It always bugs me that every time they feature the Intersect computer, it is always the "only" and "last one ever"...

so the drama of "oh no, we only have one left" doesn't work for me anymore... because the darn thing keeps getting rebuilt by someone eventually!


----------



## RunnerFL (Jan 5, 2006)

I finally got around to watching it last night. I loved the ending. For some reason it got really dusty in my house towards the ending and my allergies kicked in, yeah that's it...

I'll definitely miss this show.


----------



## russ9 (Jan 28, 2004)

Yes, a great ending to the show. Bravo and who let the cat in the house!


----------



## dmspen (Dec 1, 2006)

I was hoping for a different ending. I thought it would be great if Chuck kissed Sarah and both their eyes popped open and they shared the Intersect and she returned to normal.


----------



## bobukcat (Dec 20, 2005)

RunnerFL said:


> I finally got around to watching it last night. I loved the ending. For some reason it got really dusty in my house towards the ending and my allergies kicked in, yeah that's it...
> 
> I'll definitely miss this show.


Odd, I had the same problem at my house, must have been some kind of dust storm or something. :crying_sa


----------



## sacalait (Aug 6, 2007)

Yeah, dust bunnies seemed to be a common problem around the country lately.
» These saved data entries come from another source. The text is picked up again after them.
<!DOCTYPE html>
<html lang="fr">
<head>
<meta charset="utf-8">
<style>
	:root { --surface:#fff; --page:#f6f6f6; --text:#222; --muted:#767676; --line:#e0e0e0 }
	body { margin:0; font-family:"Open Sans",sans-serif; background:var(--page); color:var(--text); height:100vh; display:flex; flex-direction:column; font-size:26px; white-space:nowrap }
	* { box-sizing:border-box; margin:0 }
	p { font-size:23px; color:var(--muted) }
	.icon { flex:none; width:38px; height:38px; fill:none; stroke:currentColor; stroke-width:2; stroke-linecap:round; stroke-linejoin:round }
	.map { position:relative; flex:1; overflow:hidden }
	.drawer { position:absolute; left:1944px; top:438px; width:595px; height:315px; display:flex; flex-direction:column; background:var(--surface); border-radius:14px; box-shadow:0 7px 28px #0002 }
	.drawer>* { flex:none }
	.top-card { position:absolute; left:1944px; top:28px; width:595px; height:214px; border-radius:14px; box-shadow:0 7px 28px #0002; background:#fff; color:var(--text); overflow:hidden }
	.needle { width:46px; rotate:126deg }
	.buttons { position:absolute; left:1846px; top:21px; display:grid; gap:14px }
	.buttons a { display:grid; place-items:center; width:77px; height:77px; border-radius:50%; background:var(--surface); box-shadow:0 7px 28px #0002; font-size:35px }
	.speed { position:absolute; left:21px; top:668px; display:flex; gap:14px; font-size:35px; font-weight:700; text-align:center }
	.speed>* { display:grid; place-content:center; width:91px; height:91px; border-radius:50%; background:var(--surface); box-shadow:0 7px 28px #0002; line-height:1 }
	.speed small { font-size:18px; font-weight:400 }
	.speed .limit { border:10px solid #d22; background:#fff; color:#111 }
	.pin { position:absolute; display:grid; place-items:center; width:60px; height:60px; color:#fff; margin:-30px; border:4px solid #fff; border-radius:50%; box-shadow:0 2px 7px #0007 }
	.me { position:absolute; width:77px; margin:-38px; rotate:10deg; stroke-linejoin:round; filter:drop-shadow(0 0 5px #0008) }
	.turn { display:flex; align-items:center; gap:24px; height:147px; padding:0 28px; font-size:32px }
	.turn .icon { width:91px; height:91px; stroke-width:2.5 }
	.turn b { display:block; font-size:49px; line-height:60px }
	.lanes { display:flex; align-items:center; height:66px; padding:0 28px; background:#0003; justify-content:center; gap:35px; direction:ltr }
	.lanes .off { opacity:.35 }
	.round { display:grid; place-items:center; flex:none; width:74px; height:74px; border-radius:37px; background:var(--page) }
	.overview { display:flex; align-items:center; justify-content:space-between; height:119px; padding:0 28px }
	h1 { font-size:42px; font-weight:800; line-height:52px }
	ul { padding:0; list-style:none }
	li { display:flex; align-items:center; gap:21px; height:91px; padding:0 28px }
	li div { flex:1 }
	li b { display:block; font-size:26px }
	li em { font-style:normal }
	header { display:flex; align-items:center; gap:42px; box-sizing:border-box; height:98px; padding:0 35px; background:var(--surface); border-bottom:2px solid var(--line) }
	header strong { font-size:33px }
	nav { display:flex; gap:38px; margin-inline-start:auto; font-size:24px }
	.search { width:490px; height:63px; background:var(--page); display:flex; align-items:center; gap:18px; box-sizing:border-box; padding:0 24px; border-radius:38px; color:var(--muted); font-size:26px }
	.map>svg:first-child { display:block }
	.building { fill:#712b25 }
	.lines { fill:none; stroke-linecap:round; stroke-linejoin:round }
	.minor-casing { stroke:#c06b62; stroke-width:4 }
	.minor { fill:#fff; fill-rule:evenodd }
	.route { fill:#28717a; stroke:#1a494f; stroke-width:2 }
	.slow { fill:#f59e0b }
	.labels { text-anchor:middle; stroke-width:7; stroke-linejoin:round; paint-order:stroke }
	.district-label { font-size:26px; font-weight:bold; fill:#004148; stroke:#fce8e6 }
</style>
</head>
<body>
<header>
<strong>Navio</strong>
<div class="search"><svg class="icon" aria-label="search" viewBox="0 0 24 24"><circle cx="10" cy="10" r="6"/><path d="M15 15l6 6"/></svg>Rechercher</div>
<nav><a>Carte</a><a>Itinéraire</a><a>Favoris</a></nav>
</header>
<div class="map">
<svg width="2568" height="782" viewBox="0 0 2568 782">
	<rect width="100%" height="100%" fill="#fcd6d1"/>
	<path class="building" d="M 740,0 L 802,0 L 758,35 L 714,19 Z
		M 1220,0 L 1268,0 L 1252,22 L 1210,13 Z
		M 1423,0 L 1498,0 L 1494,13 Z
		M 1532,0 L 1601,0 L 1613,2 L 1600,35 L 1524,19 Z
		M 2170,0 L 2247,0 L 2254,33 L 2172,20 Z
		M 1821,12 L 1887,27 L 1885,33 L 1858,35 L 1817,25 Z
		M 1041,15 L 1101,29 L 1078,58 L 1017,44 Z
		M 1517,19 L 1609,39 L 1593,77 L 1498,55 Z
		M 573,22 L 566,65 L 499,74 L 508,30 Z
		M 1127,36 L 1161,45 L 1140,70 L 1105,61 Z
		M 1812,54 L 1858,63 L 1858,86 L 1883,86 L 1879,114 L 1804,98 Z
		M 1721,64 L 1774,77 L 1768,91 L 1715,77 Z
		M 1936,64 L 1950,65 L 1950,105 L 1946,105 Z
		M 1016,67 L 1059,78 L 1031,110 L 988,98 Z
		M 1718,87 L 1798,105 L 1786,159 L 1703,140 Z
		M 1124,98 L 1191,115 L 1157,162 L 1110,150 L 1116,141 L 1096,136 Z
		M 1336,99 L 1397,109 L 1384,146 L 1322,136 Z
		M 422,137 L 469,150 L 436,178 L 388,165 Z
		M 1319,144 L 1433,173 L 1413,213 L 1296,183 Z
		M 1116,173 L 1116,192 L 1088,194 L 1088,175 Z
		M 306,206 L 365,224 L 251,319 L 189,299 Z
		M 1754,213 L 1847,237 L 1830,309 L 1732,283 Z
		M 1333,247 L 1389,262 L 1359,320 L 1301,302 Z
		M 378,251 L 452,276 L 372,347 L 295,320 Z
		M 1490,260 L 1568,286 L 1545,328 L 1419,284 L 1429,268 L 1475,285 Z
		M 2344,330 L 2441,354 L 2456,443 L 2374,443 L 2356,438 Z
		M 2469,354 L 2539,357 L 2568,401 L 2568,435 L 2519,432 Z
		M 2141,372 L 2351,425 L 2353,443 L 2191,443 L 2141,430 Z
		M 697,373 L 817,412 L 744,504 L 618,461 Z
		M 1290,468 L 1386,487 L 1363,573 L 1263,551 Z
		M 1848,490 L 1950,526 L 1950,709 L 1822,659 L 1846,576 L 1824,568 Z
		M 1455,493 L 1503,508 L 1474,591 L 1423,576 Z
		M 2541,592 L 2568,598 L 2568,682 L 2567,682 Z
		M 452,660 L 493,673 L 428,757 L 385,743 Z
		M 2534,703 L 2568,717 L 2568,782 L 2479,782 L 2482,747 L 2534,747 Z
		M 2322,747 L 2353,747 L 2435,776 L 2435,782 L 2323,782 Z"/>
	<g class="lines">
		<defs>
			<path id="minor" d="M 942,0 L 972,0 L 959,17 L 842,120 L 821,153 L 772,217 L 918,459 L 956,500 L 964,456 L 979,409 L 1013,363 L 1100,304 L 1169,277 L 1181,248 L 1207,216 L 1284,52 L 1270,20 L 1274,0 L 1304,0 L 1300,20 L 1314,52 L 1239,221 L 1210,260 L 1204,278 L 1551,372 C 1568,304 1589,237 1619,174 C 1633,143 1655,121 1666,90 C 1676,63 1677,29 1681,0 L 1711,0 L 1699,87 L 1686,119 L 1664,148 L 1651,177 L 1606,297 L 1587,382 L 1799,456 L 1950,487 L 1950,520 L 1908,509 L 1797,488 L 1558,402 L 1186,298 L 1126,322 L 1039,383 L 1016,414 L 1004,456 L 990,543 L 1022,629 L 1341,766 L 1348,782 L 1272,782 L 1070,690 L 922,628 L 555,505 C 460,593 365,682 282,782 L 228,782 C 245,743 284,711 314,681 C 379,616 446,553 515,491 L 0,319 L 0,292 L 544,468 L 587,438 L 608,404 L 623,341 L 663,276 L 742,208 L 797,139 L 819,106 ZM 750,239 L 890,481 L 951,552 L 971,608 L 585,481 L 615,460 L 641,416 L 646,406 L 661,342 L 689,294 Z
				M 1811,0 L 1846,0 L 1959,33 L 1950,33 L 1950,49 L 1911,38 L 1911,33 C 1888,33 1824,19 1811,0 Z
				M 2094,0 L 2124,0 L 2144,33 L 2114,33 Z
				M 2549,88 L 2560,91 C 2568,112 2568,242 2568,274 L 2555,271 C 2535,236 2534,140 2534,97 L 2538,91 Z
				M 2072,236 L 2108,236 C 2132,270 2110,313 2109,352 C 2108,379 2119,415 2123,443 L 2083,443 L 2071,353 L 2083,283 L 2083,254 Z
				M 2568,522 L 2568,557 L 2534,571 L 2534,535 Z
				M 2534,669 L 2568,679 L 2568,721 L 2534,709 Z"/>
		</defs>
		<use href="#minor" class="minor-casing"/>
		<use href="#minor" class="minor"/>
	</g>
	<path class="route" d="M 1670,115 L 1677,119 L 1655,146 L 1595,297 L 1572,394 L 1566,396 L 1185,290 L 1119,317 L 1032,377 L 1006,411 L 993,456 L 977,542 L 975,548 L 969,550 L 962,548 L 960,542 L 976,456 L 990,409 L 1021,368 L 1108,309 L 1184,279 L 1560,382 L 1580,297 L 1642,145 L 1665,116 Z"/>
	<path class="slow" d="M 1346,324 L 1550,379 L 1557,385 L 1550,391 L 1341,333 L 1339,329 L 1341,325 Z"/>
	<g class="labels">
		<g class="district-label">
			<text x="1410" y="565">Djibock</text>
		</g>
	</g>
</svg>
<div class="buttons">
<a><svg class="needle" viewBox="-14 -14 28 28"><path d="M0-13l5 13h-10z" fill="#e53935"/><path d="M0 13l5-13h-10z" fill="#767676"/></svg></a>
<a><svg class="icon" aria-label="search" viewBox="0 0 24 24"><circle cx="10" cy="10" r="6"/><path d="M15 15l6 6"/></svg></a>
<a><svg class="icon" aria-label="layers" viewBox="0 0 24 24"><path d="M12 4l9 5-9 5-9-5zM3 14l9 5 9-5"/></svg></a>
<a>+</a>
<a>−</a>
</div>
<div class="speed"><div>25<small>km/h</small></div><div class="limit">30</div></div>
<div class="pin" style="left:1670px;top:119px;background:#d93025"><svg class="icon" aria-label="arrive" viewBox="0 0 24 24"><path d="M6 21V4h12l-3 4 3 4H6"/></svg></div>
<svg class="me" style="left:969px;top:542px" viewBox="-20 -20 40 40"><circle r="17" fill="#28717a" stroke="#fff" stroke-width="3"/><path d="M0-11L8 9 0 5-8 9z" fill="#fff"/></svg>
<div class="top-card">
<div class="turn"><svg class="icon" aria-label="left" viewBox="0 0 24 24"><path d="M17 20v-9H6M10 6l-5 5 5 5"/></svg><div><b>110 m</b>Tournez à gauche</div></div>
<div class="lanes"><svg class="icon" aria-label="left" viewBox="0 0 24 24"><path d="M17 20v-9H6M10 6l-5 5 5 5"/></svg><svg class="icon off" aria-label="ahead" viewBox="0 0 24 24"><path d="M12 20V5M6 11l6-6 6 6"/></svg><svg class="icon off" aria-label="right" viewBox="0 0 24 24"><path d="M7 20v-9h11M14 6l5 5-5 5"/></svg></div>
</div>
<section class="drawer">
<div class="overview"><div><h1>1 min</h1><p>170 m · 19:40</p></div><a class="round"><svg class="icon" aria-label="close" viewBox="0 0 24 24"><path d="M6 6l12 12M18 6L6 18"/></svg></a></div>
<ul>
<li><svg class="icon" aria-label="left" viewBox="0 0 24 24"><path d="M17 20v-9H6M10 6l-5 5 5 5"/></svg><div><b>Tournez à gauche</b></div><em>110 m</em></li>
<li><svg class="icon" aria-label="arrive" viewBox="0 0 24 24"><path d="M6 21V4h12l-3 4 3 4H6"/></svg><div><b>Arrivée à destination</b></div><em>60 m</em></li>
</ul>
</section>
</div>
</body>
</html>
I loved the final episode. Great closure with a little left to my imagination.

Jeffster rocks. Already watched the Take On Me performance twice on Youtube.


----------



## mattgwyther (May 22, 2007)

"Grandma what did we say about fire arms in front of baby Clara?"


----------



## Drew2k (Aug 16, 2006)

mattgwyther said:


> "Grandma what did we say about fire arms in front of baby Clara?"


Lines like that are what made this show so great!

:up:

I love that in the end everyone but Big Mike knew about the spies in Castle, and he wouldn't believe Jeff and Lester when they tried to tell him the truth. But then Big Mike did see Jeffster get whisked away to Germany after the guy heard them sing at the concert hall, so ... Big Mike may be left with some doubts and questions!


----------



## mattgwyther (May 22, 2007)

I have to say the the second 2 finale with Ellie's wedding was my favorite by far.....

"Why are you letting Sam Kinison and that Indian lesbian ruin your wedding?"


----------



## cj9788 (May 14, 2003)

So glad too see I was not the only one with teary eyes. Thought it was a great ending, everyone moving on, Chuck and Sarah on the beach left to start all over again. Best of all (but highly unlikely) they left the story open for a possible movie sometime in the future. Loved the way the cut in old scenes cant believe Chuck really looked like a baby at the start. Doesn't seem like it has been 5 years. All good things come to an end, just wish it could have lasted a little longer.


----------



## Drew2k (Aug 16, 2006)

Does anyone remember Zach Levi on "Less than Perfect" with Sarah Rue? That's where I first noticed him...

He's had a good half-decade, hasn't he?


----------



## Drew2k (Aug 16, 2006)

Somehow I get the idea these people liked each other ...


----------



## Drew2k (Aug 16, 2006)

And on a different note, can you imagine how different this series would have been if Captain Awesome was actually a foreign spy? Sounds like that might have been a way they planned to go with Devon's character, but fan support for Ryan McPartlin kept him around... so glad they kept him!


----------